True Detective Stories

There are very few people I despise more than Diego the Idiot Detective. F. Joe Biden is one, the entirety of the Philadelphia Eagles are another, and the Antifa/BLM contingent. Other than that, Diego is right up there.

Saturday morning was another day of being short-staffed. One detective was on vacation and two others had to work the ridiculous Gun Buy Back initiative, where people bring 100-year old rusted hulks of firearms to receive a gift card. Thanks to the gun buy back, we had four detectives on the floor. Well, three, because Diego is not a real detective.

At about 9am, Diego comes to the front of the room and tells me and the sergeant he has to check a CVS Pharmacy for video of a shoplifting incident where the offender took maybe $20 worth of items. He then said he had to take evidence downtown afterward. The sergeant – an old-timer – said, “You don’t need video for the CVS because the D.A. won’t prosecute it.” As Diego was about to open his mouth, the sergeant said, “Take the evidence downtown, and be back here immediately, since we’re so short.”

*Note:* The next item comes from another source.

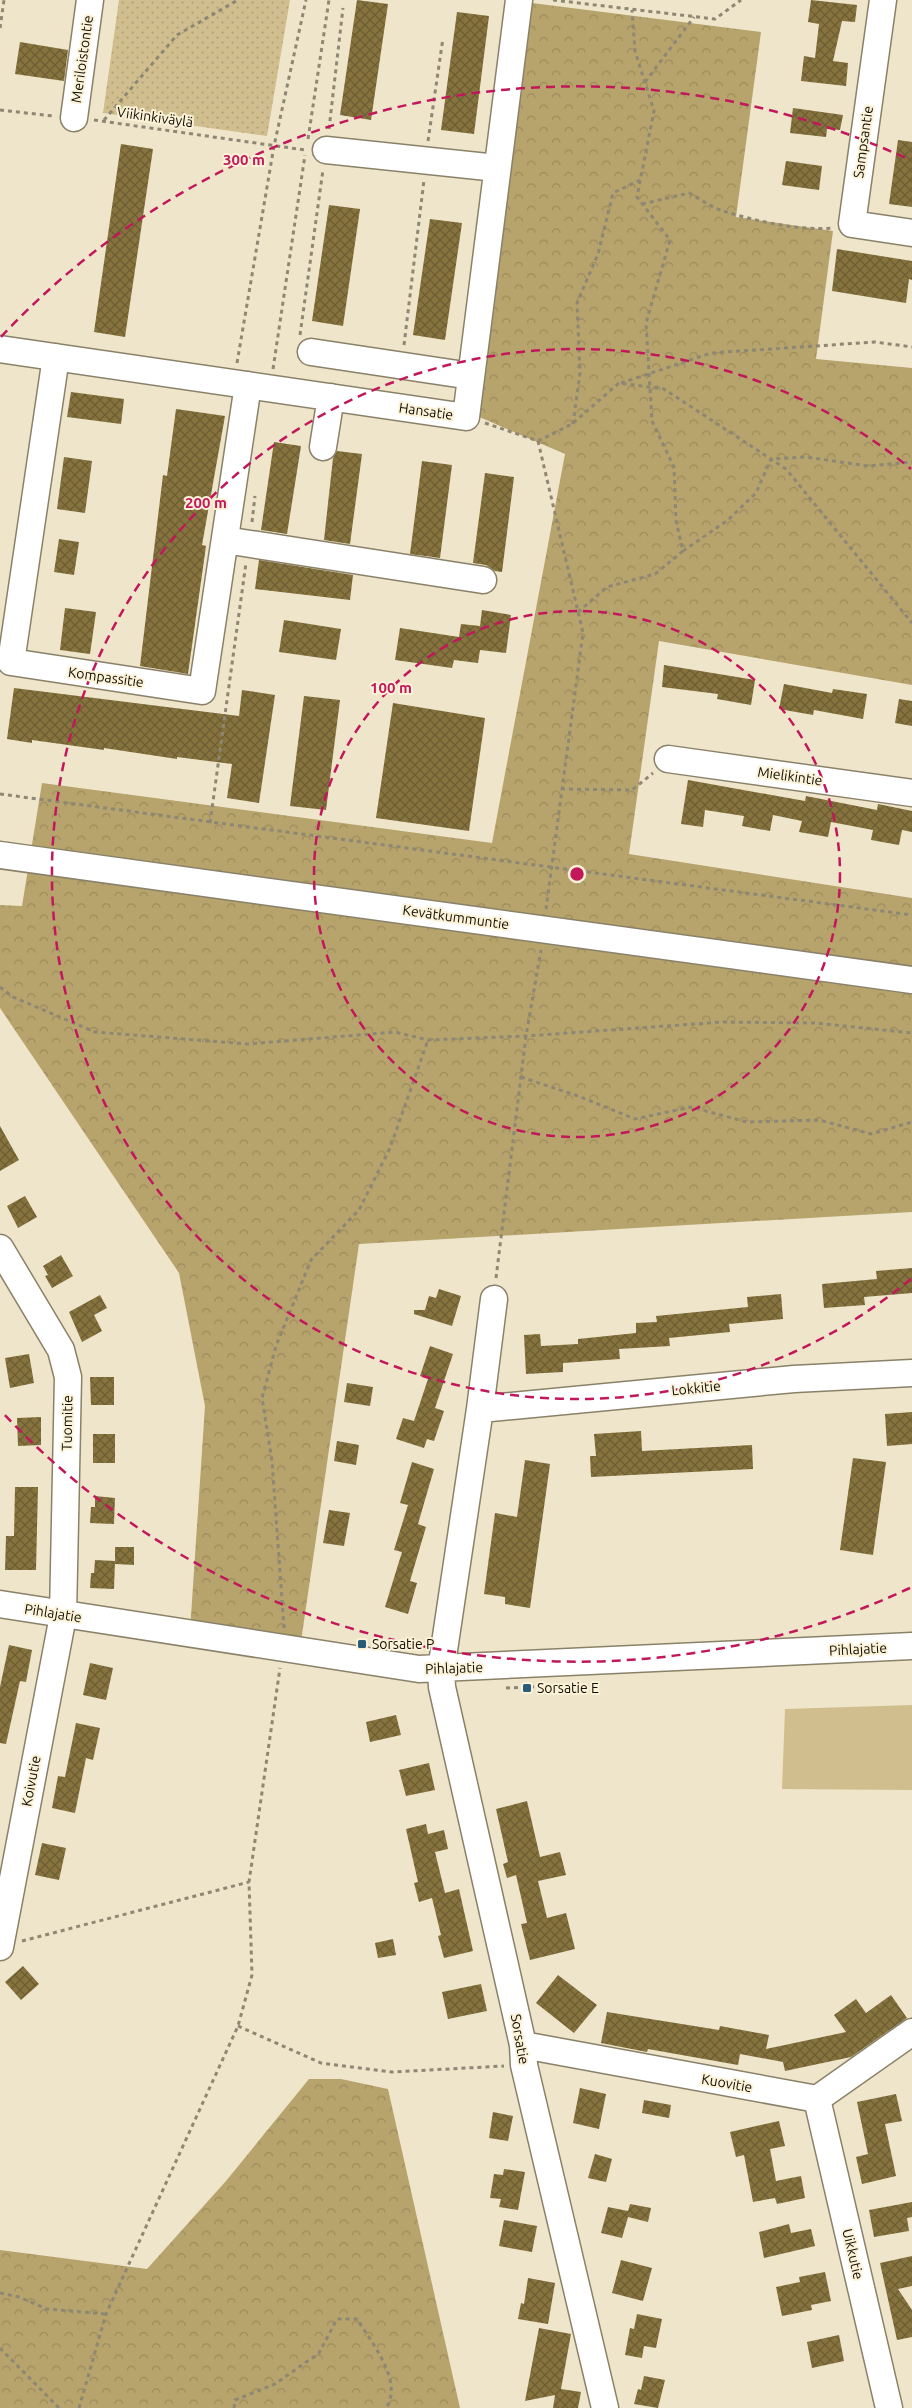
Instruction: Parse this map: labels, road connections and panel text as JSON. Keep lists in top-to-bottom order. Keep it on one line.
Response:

Diego agreed, but we all knew better.

You see, this fat piece of garbage works very hard to get out of work. He’ll say he needs to go somewhere, then returns hours later. So, when he was about to leave the building, I said, “I am NOT skipping you. If you have a job, it’s going to be your job, and I’m not having one of our coworkers do it for you.”

We started placing bets, and I said he wouldn’t return until 1pm; an hour before we’re closed. The others guessed noon, but even I thought they didn’t really believe that. I did, however, walk back at 11:30 to let them know he was already gone for two and a half hours… and counting.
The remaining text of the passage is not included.